### [WHAT THE TASK ASKS]
Search the data for "الارتفاع". Return each matching line.

### [THE DATA]

== Segment start ==

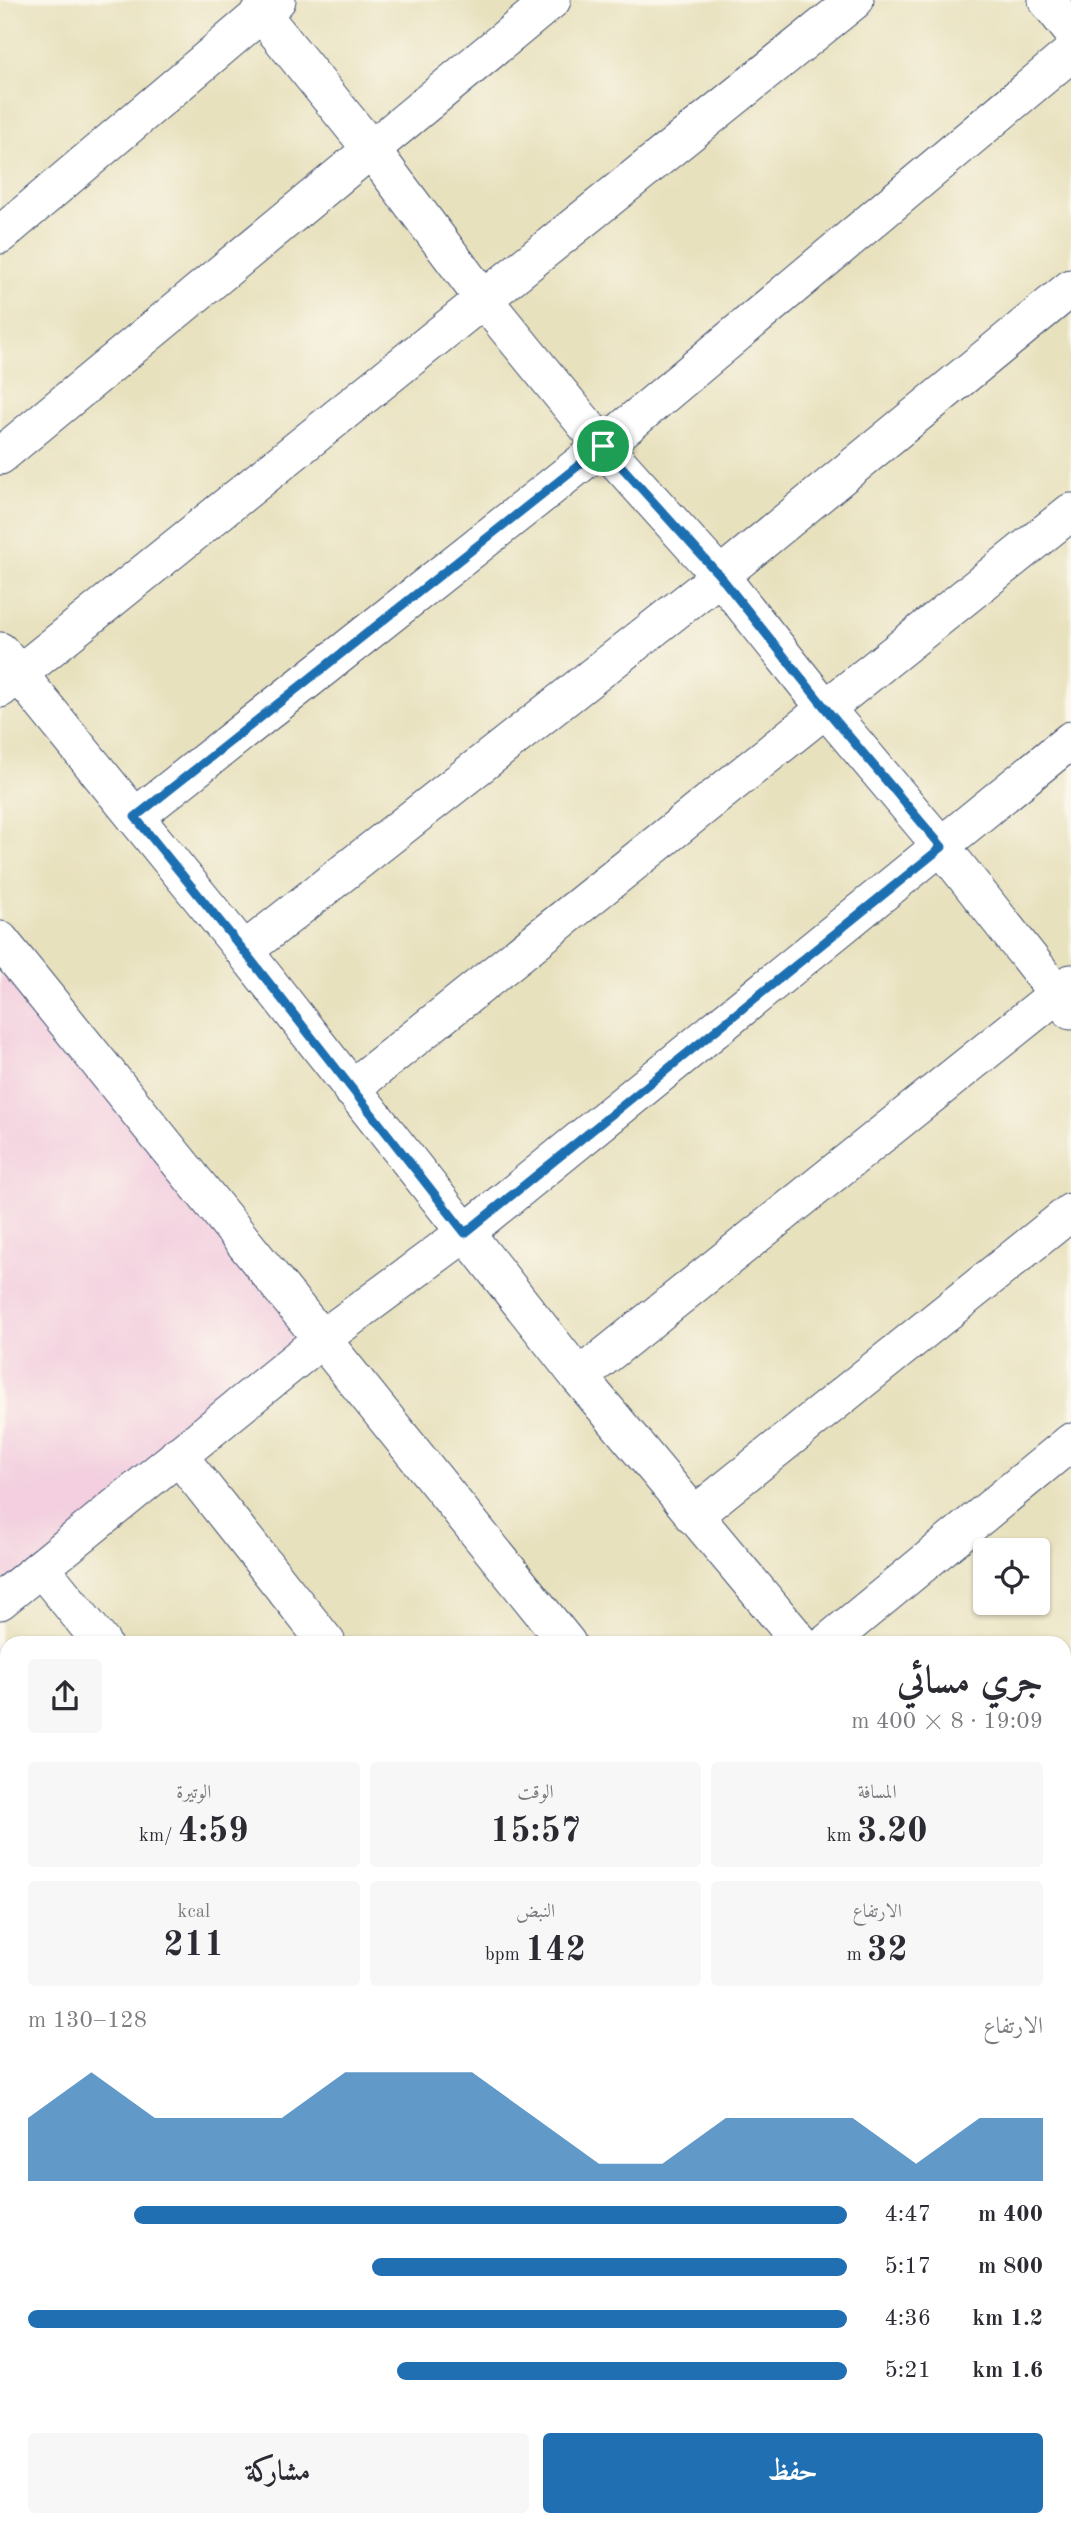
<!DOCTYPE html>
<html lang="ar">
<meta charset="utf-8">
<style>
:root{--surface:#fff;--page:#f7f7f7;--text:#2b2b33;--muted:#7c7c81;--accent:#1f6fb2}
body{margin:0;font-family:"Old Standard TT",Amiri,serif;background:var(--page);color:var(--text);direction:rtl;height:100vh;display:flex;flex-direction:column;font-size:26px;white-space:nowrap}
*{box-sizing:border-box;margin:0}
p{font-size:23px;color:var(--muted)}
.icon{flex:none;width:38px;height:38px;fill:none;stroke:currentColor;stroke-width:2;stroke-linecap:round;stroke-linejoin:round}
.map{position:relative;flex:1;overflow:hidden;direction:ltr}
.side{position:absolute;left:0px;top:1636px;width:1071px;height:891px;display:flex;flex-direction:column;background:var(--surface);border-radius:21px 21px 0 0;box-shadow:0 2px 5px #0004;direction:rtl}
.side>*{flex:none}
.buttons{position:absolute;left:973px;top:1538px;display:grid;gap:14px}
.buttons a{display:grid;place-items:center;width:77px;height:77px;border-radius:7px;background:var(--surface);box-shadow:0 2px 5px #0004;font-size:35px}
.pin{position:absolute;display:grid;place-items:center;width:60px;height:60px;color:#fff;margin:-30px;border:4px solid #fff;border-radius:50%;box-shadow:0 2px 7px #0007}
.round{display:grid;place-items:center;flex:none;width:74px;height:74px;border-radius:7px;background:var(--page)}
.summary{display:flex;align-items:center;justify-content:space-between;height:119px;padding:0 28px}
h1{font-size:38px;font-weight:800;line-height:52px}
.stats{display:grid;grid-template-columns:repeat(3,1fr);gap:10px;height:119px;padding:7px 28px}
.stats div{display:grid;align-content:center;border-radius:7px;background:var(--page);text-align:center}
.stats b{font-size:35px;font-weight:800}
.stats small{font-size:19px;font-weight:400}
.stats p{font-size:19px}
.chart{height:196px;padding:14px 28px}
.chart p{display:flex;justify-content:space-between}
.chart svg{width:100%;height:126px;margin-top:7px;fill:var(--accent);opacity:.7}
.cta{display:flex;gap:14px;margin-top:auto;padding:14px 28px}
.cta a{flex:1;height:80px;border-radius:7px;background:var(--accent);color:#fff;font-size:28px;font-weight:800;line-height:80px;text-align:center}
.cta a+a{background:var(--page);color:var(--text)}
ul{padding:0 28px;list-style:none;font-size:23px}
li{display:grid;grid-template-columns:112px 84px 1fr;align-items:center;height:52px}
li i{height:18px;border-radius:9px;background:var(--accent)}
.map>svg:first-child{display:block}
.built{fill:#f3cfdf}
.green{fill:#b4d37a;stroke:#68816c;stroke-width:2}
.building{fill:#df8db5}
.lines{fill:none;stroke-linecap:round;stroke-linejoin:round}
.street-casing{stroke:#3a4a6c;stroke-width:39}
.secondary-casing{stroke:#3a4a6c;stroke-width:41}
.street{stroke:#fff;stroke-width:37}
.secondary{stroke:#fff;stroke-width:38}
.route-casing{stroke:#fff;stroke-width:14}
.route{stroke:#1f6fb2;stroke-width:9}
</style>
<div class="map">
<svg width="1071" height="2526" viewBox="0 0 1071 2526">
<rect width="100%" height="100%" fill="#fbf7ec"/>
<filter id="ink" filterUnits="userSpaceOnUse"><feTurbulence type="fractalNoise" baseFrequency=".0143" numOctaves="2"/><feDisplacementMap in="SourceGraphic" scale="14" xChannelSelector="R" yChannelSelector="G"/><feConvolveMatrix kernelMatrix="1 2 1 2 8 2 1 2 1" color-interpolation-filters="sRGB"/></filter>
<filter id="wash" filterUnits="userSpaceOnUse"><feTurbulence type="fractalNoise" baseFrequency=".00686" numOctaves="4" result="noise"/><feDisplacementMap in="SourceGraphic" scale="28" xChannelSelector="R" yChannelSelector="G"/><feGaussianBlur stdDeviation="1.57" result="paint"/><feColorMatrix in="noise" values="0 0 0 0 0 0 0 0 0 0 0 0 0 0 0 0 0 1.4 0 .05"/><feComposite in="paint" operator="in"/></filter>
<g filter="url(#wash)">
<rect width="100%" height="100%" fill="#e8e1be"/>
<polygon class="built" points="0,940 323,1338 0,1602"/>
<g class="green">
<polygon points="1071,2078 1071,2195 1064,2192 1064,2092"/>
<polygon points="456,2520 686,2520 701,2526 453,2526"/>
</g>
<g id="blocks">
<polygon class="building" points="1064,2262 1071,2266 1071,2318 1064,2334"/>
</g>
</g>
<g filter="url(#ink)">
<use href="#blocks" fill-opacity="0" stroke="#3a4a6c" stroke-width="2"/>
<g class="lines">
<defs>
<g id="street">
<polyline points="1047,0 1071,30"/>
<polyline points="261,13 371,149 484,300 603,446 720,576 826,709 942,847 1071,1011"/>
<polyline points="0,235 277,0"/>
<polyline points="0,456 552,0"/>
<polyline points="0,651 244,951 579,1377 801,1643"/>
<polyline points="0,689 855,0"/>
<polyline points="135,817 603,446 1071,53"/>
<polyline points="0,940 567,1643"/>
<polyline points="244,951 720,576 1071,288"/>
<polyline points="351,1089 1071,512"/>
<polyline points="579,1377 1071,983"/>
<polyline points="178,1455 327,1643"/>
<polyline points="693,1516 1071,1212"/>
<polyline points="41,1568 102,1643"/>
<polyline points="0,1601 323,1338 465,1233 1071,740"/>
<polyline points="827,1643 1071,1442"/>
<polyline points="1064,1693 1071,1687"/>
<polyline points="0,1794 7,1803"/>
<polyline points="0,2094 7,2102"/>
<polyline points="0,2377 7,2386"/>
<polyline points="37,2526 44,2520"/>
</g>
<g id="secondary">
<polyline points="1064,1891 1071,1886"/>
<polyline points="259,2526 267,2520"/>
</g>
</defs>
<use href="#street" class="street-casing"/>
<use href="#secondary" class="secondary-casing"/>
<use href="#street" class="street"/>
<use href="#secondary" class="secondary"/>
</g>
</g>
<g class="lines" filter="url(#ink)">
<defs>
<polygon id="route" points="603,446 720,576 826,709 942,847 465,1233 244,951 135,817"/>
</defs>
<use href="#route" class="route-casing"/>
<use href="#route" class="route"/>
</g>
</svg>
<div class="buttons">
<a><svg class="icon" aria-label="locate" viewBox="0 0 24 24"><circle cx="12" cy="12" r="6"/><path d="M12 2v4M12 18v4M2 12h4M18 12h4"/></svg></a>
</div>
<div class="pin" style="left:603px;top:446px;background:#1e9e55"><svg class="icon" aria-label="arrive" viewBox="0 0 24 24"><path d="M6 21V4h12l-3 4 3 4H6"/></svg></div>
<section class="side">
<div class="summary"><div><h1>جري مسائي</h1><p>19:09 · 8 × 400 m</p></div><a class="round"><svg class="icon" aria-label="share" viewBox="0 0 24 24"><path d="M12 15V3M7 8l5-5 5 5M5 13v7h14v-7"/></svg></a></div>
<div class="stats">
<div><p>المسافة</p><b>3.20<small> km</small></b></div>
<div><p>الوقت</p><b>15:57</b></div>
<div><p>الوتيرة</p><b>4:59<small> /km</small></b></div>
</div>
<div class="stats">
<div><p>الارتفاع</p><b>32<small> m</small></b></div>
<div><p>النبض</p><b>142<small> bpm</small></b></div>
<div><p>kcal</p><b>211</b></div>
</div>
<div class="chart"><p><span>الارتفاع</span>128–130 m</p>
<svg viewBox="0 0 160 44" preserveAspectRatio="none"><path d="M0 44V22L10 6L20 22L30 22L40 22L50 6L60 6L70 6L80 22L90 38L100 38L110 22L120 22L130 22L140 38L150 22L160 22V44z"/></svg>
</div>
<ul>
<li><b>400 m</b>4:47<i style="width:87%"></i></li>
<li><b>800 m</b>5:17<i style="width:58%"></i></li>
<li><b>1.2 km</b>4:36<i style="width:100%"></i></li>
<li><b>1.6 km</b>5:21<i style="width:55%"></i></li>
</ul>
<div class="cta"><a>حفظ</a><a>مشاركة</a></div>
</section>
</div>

== Segment end ==

### [PROBLEM SOLUTION]
<div><p>الارتفاع</p><b>32<small> m</small></b></div>
<div class="chart"><p><span>الارتفاع</span>128–130 m</p>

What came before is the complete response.